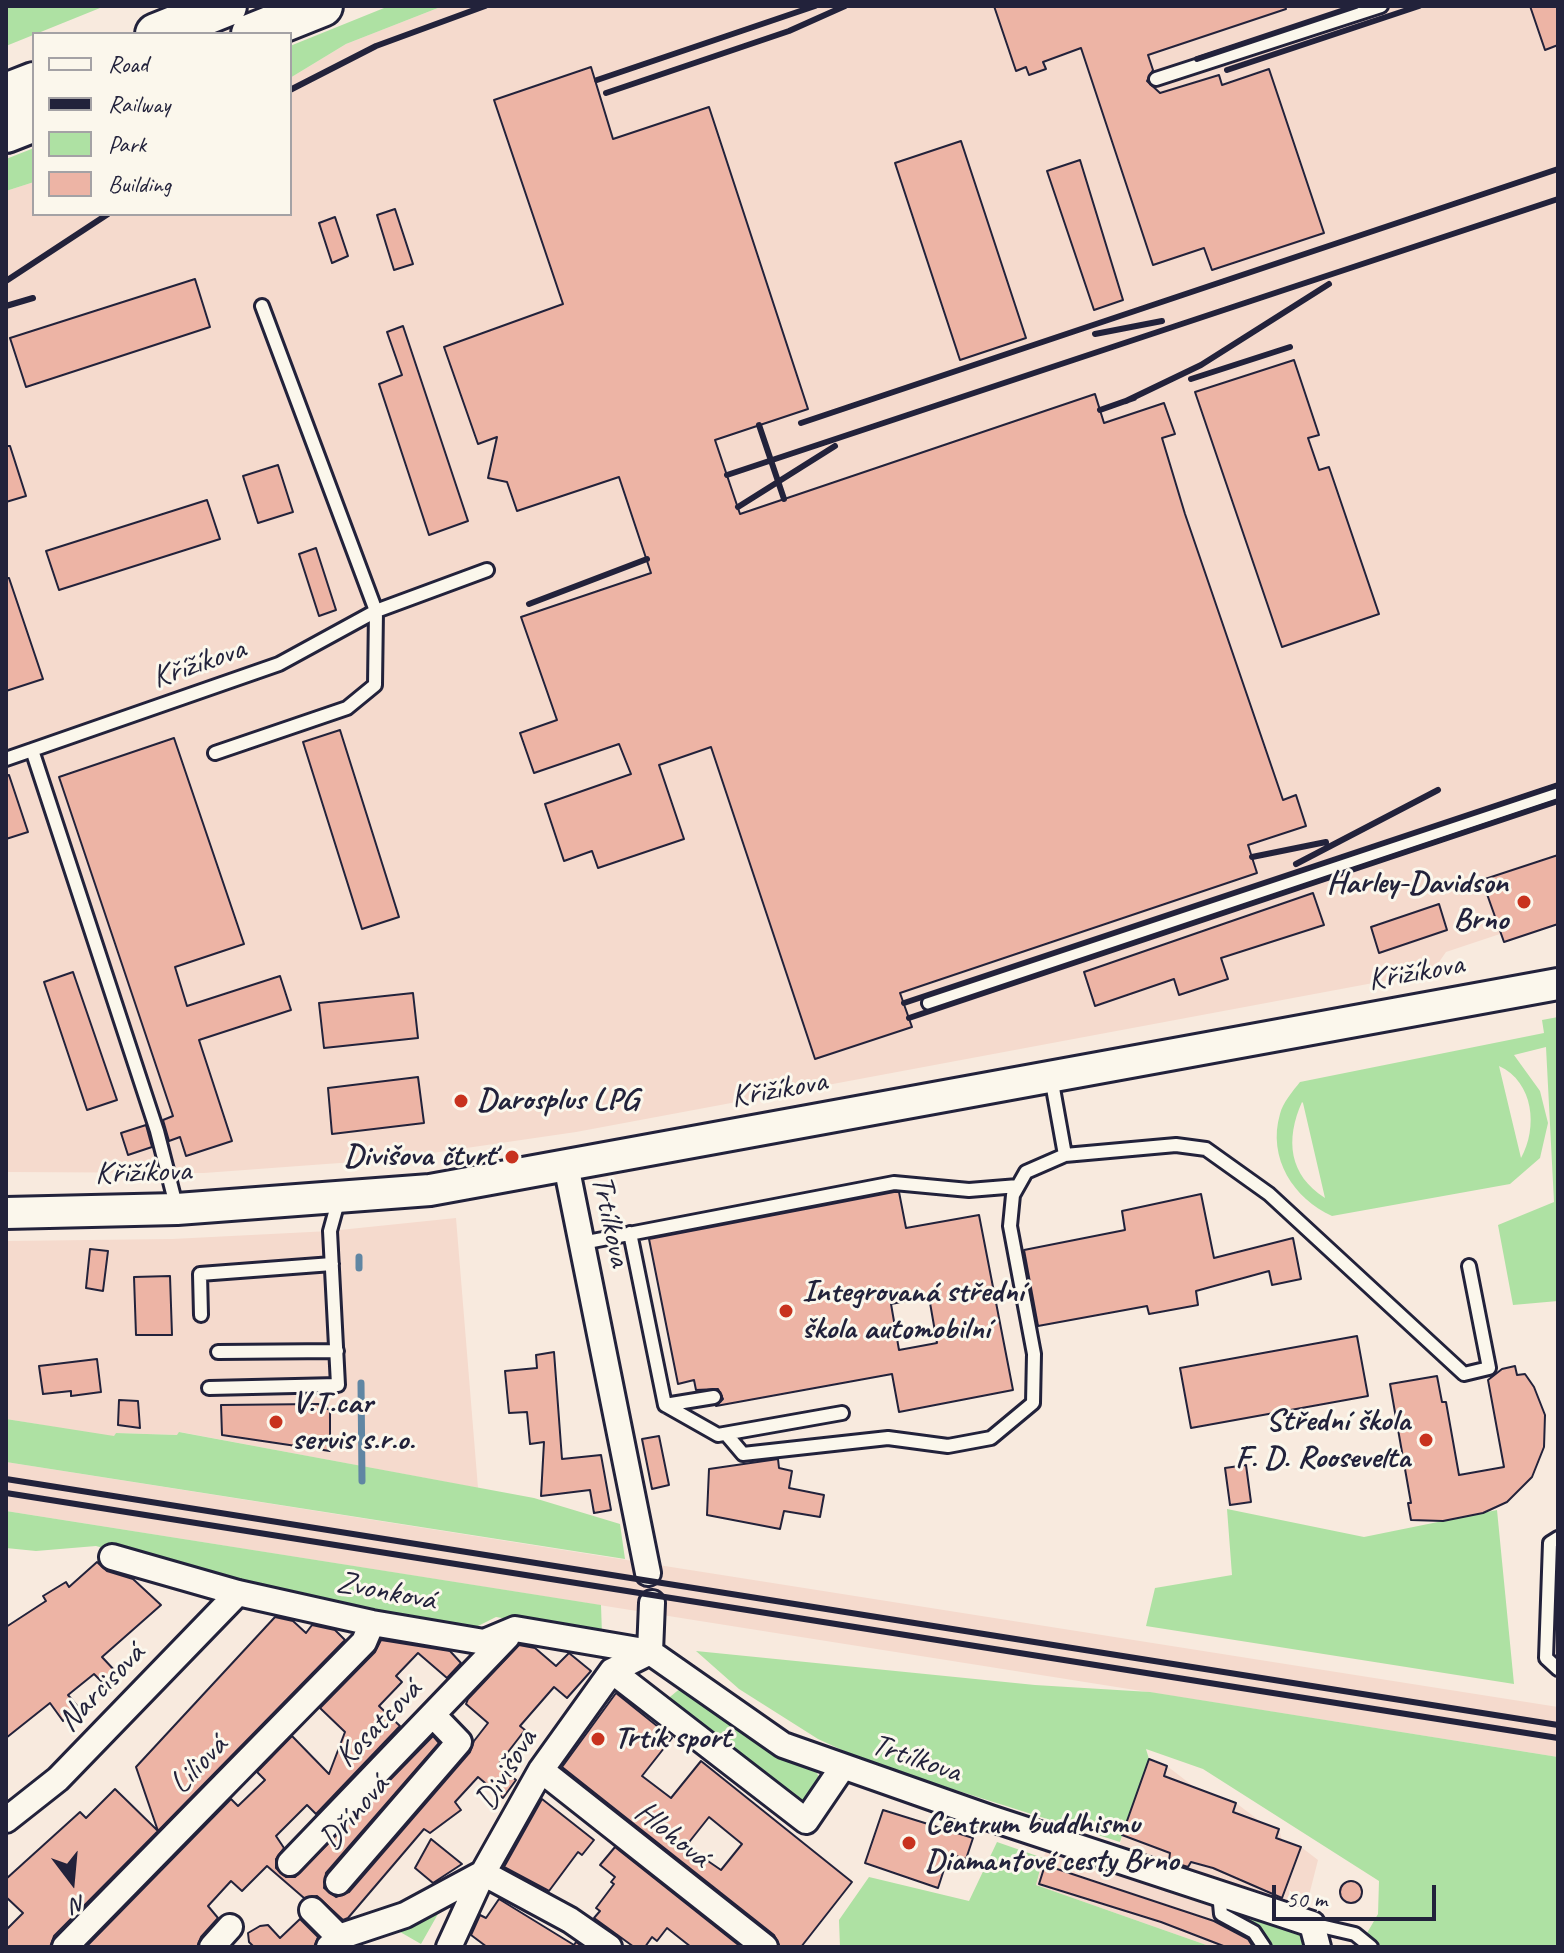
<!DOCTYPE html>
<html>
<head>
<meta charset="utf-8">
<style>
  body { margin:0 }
  #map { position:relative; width:1564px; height:1953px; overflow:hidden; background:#f8eade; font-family:Caveat,sans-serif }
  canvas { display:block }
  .frame { position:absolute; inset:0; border:8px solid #22223b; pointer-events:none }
  .legend { position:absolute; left:32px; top:32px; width:260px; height:184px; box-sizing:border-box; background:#fbf7ec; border:2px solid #a4a2a5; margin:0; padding:10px 14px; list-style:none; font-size:24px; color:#22223b }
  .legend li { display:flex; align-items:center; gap:16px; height:40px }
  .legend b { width:40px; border:2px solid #a4a2a5 }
  .north { position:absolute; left:32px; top:1841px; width:80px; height:80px; -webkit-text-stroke:6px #fbf7ec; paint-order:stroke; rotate:164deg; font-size:22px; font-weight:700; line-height:32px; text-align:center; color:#22223b }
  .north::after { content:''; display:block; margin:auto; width:28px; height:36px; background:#22223b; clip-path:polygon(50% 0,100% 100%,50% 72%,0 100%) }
  .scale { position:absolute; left:1272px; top:1885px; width:164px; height:36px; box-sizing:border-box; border:4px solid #22223b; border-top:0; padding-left:10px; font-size:24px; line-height:28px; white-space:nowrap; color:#22223b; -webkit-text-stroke:6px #fbf7ec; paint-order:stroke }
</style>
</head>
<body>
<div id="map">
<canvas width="1564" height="1953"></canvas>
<div class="frame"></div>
<ul class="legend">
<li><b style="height:10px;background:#fbf7ec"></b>Road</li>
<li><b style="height:10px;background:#22223b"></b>Railway</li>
<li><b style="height:22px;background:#aee1a3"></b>Park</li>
<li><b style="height:22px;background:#edb4a5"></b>Building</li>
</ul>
<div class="north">N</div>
<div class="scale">50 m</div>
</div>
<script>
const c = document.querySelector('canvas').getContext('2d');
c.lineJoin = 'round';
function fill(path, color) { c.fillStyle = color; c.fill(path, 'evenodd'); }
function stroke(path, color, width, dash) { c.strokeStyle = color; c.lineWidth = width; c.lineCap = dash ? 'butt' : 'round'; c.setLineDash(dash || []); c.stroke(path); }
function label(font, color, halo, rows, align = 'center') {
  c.font = font + ' Caveat,sans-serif'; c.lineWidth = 6; c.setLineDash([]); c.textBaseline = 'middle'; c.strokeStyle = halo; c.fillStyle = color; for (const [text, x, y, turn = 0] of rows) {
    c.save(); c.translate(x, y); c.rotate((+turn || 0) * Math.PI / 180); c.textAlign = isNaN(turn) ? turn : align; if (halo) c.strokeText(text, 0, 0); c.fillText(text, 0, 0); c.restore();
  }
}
const built = new Path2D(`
  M443,6H1558V924L1503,942L1500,934L1446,952L1432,972L576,1132L384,1160L326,1164L204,1173L6,1172V191L34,182V214H290V78L346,44Z
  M456,1218L478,1488L180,1432L178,1435L116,1433L114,1437L6,1419V1241L172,1239L330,1231Z
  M6,1462L1558,1707V1757L6,1511Z
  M1149,1759L1167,1766L1193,1786L1236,1803L1261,1822L1279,1829L1282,1840L1301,1847L1318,1860L1300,1931L1242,1914L1259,1929L1270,1947H1212L1036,1885L1047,1846L1112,1867Z`);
const green = new Path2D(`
  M6,6H105L6,46Z
  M389,6H443L346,44L290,78V46Z
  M34,148V182L6,191V159Z
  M1558,1017V1301L1513,1305L1498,1225L1554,1202L1546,1047L1514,1055L1540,1091L1548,1123L1540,1158L1510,1184L1332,1216C1294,1199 1267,1158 1280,1114C1283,1102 1293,1091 1300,1082L1544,1033L1542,1020ZM1499,1066C1534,1082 1538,1128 1521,1158ZM1302,1102L1303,1103L1325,1198C1289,1175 1285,1140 1302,1102Z
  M6,1419L114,1436L116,1433L177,1435L179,1432L534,1498L620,1524L625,1559L6,1462Z
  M1227,1509L1364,1537L1497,1510L1514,1684L1146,1626L1155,1588L1232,1575Z
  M6,1511L601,1605L602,1635L496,1617L476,1627L360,1615L231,1584L96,1546L36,1551L6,1548Z
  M696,1651L1035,1685L1150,1692L1558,1757V1947H1359L1378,1914L1379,1881L1203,1769L1146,1749L1149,1759L1120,1842L870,1763L818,1739L739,1689Z
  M682,1687L772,1751L817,1773L822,1786L816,1796L797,1809L665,1701Z
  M997,1842L1043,1858L1036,1885L1212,1947H840L839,1920L869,1877L969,1901Z
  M447,1898L421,1944L388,1925Z
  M1240,1913L1300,1931L1308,1947H1270L1259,1928Z`);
const stream = new Path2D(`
  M359,1257V1268
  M361,1383L362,1481`);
const building = new Path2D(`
  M994,6H1285L1286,9L1148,55L1153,70L1147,81L1160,93L1219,75L1222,85L1269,69L1324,233L1212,270L1204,248L1153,265L1081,48L1043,62L1046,69L1029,75L1026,67L1016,71Z
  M1530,6H1558V45L1545,50Z
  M591,67L613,139L709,107L808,409L715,440L740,514L1095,394L1104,423L1164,403L1175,434L1162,438L1185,514L1283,800L1296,795L1306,826L1248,845L1257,873L900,993L912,1027L815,1059L711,747L659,765L684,839L598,868L592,851L564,861L545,804L631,774L619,744L534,773L520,733L557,720L521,617L651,573L619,477L517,511L507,482L488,478L497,437L478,444L444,347L563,304L494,100Z
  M961,141L1026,338L960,360L895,163Z
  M1080,160L1123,300L1094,310L1047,171Z
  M395,209L413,264L394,270L377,215Z
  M335,217L348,256L332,263L319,223Z
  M195,279L210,327L26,387L10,338Z
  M403,326L468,521L429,535L379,384L402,375L387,332Z
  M1294,360L1319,435L1308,438L1319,470L1329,467L1379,614L1282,647L1195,392Z
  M6,446H10L26,496L6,502Z
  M278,465L293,512L258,523L243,476Z
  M207,500L220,539L59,590L46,551Z
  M316,548L336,610L319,616L299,554Z
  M6,578H9L43,679L6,691Z
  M340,730L399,917L362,929L303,742Z
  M174,738L244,944L175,967L187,1006L280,976L291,1010L199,1040L232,1141L186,1156L180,1137L169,1141L163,1120L173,1116L59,777Z
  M9,775L28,832L6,839V776Z
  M1558,855V924L1504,942L1482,880Z
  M1313,893L1324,925L1221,958L1228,979L1179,995L1174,979L1095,1006L1084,972Z
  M1439,904L1447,930L1379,953L1371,927Z
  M73,972L117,1100L87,1110L44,982Z
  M413,993L418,1038L324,1048L319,1003Z
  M418,1077L424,1123L332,1134L328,1088Z
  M146,1125L152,1147L128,1155L121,1133Z
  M894,1192H899L906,1228L979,1215L1013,1390L899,1412L892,1374L716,1406L723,1399L718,1389L696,1390L694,1380L678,1384L649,1239ZM929,1297L937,1343L899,1350L891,1304Z
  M1201,1194L1214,1258L1293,1238L1301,1279L1272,1285L1269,1271L1196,1291L1198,1305L1149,1314L1147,1306L1038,1326L1024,1250L1125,1230L1122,1211Z
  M90,1249L108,1251L103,1291L86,1288Z
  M170,1276L172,1335H136L134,1277Z
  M1357,1336L1368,1396L1191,1428L1180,1368Z
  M554,1352L562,1459L601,1455L611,1510L594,1513L590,1490L541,1496L544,1442L530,1444L527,1412L509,1413L505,1371L537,1368L536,1355Z
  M97,1359L101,1392L71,1396V1391L43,1394L39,1366Z
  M1515,1366L1517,1375L1525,1374L1534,1387L1545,1415L1544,1447L1532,1477L1507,1502L1483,1513L1443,1521L1411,1520L1408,1503H1411L1390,1384L1437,1376L1442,1402H1446L1459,1475L1504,1467L1488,1380L1502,1369Z
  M119,1400L138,1401L140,1428L118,1425Z
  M318,1404L330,1410V1451L222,1435L221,1405Z
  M659,1436L669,1485L652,1489L642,1439Z
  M778,1459L779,1468L792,1471L789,1488L824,1495L820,1517L784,1511L780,1529L707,1515L709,1469Z
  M1246,1465L1251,1502L1230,1505L1225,1468Z
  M97,1562L107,1571L133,1579L161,1605L102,1657L116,1672L104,1684L94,1674L68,1695L78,1707L63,1721L50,1703L6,1738V1627L46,1601L43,1596L66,1582L69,1587Z
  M275,1617L293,1621L306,1633L312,1625L335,1630L345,1640L158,1831L136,1767Z
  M381,1640L450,1651L461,1663L447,1678L418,1653L396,1676L402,1682L379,1706L400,1726L316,1814L307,1805L276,1836L284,1848L276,1859V1868L286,1877H295L433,1736L439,1743L326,1873L324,1888L336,1897L349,1892L470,1752L474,1741L488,1723L466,1704L468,1699L519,1645L535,1648L556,1666L569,1653L591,1671L567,1698L554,1687L520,1726L525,1730L498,1765L516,1780L503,1798L478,1777L455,1802L461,1810L430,1833L424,1829L348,1918L343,1920L317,1896L304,1898L267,1866L242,1891L231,1881L208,1906L218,1918L201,1937L197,1947H86L231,1799L238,1806L265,1780L257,1772L292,1736L329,1774L345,1732L320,1708L375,1652Z
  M616,1693L672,1738L642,1776L671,1798L701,1761L852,1882L801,1947H780L774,1935L562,1767ZM709,1817L742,1844L721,1870L686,1846Z
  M1149,1759L1167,1766L1164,1776L1236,1803L1233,1812L1279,1829L1276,1838L1301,1847L1282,1898L1213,1868L1191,1862L1188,1867L1169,1861L1170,1853L1122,1835Z
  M115,1789L158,1831L54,1936L50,1947H6V1930L23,1913L6,1897V1879L80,1812L86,1818Z
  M542,1799L594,1840L582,1855L578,1852L549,1891L504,1867Z
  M883,1810L973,1838L966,1859L949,1854L938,1888L865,1863Z
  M431,1839L462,1864L433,1883L415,1868Z
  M615,1847L741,1947H691L667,1928L657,1941L652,1937L645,1947H634L594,1918L600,1911L596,1908L614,1884L611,1882L615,1877L600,1865Z
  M1045,1865L1214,1921L1248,1939L1253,1947H1226L1161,1922L1039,1884Z
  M1340 1892a11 11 0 1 1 22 0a11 11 0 1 1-22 0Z
  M499,1899L574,1945L576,1942L583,1947H487L471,1935L480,1915L486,1918Z
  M300,1919L318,1937L314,1947H254L249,1942L248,1933L260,1926L268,1925L280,1938Z`);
const service = new Path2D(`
  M1156,79L1381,6
  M32,750L279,664L376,611L487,570
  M215,753L347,708L375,685L376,611L262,306
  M6,759L32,750L157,1131L177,1209
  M929,1003L1558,792
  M1051,1077L1065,1155
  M630,1233L665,1405L714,1397
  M582,1243L894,1183L969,1190L1018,1186
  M201,1315L200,1274L332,1264
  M218,1352L337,1351
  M209,1388L338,1385L330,1231L339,1198
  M665,1405L718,1435L842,1413
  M726,1434L743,1454L888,1438L948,1446L991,1438L1033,1403L1034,1354L1010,1226L1013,1195L1026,1172L1065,1155L1176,1145L1206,1149L1269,1194L1464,1374L1489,1368L1469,1266
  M1558,1538L1550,1543L1546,1658L1558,1669
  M1219,1893L1221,1914L1254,1932L1264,1947
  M1312,1924L1355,1934L1371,1947`);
const minor = new Path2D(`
  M566,1165L648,1573
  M112,1557L238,1593L372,1623L484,1642L515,1629L650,1652L783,1745L990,1818L1312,1924L1318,1947
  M650,1652L652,1603
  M612,1671L806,1821L842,1768
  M541,1770L765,1947
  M6,1820L58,1779L238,1593
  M290,1863L507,1637
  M338,1882L459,1742L433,1715
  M312,1910L339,1937
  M65,1947L364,1642L372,1623
  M212,1947L230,1927
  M329,1947L339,1937L405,1915L483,1873L570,1920L609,1947
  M449,1947L483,1873L541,1770L612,1671L650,1652`);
const tertiary = new Path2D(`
  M6,1213L177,1209L430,1190L1558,984`);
const trunk = new Path2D(`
  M156,34L226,6
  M252,34L322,6
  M6,94L34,83
  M6,132L34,121`);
const rail = new Path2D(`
  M1197,59L1356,6
  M1227,70L1419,6
  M597,80L815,6
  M290,90L376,46L485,6
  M606,93L789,31L845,6
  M6,281L108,214
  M6,306L33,298
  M1095,334L1162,321
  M1191,379L1290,347
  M1126,401L1201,365L1329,284
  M1100,410L1134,398
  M801,423L1558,169
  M759,425L784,499
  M727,475L1558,199
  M738,507L835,446
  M529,604L647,559
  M1252,857L1326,842
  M1296,864L1438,790
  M904,1003L1558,785
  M909,1018L1558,801
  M6,1479L1558,1725
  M6,1493L1558,1738`);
const markers = [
  [1524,902,8,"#c8321e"],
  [461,1101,8,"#c8321e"],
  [512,1157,8,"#c8321e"],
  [786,1311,8,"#c8321e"],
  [276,1422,8,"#c8321e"],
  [1426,1440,8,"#c8321e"],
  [598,1739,8,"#c8321e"],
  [909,1843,8,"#c8321e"]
];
const streetNames = [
  ["Křížíkova",199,664,-19],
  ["Křižíkova",1416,973,-10],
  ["Křižíkova",779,1090,-10],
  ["Křižíkova",143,1173,-2],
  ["Trtílkova",610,1221,78],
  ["Zvonková",386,1592,11],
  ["Narcisová",102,1688,-46],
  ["Kosatcová",379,1724,-46],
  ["Trtílkova",916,1759,19],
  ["Liliová",199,1765,-46],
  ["Divišova",507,1770,-58],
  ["Dřínová",355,1813,-49],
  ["Hlohová",672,1835,39]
];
const poiNames = [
  ["Harley-Davidson",1508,884,"right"],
  ["Brno",1508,921,"right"],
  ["Darosplus LPG",477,1101],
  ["Divišova čtvrť",496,1157,"right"],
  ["Integrovaná střední",802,1293],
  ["škola automobilní",802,1330],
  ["V.T.car",292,1404],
  ["servis s.r.o.",292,1441],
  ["Střední škola",1410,1422,"right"],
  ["F. D. Roosevelta",1410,1459,"right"],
  ["Trtík sport",614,1739],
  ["Centrum buddhismu",925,1825],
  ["Diamantové cesty Brno",925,1862]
];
fill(built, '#f5dacd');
fill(green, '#aee1a3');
stroke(stream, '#6086a3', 7);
fill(building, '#edb4a5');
stroke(building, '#22223b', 2);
stroke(service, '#22223b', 18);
stroke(minor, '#22223b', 30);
stroke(tertiary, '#22223b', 36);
stroke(trunk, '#22223b', 46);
stroke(service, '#fbf7ec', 12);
stroke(minor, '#fbf7ec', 24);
stroke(tertiary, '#fbf7ec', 30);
stroke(trunk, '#fbf7ec', 40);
stroke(rail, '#22223b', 6);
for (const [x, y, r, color] of markers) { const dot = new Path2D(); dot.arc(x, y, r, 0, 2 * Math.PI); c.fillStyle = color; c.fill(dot); stroke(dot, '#fbf7ec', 3); }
label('32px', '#22223b', '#fbf7ec', streetNames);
label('bold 32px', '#22223b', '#fbf7ec', poiNames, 'left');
</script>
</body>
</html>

⁂

# [Work instruction]
Search the listing for the word "strokeStyle" and return each line that holds it.

# [Response box]
function stroke(path, color, width, dash) { c.strokeStyle = color; c.lineWidth = width; c.lineCap = dash ? 'butt' : 'round'; c.setLineDash(dash || []); c.stroke(path); }
  c.font = font + ' Caveat,sans-serif'; c.lineWidth = 6; c.setLineDash([]); c.textBaseline = 'middle'; c.strokeStyle = halo; c.fillStyle = color; for (const [text, x, y, turn = 0] of rows) {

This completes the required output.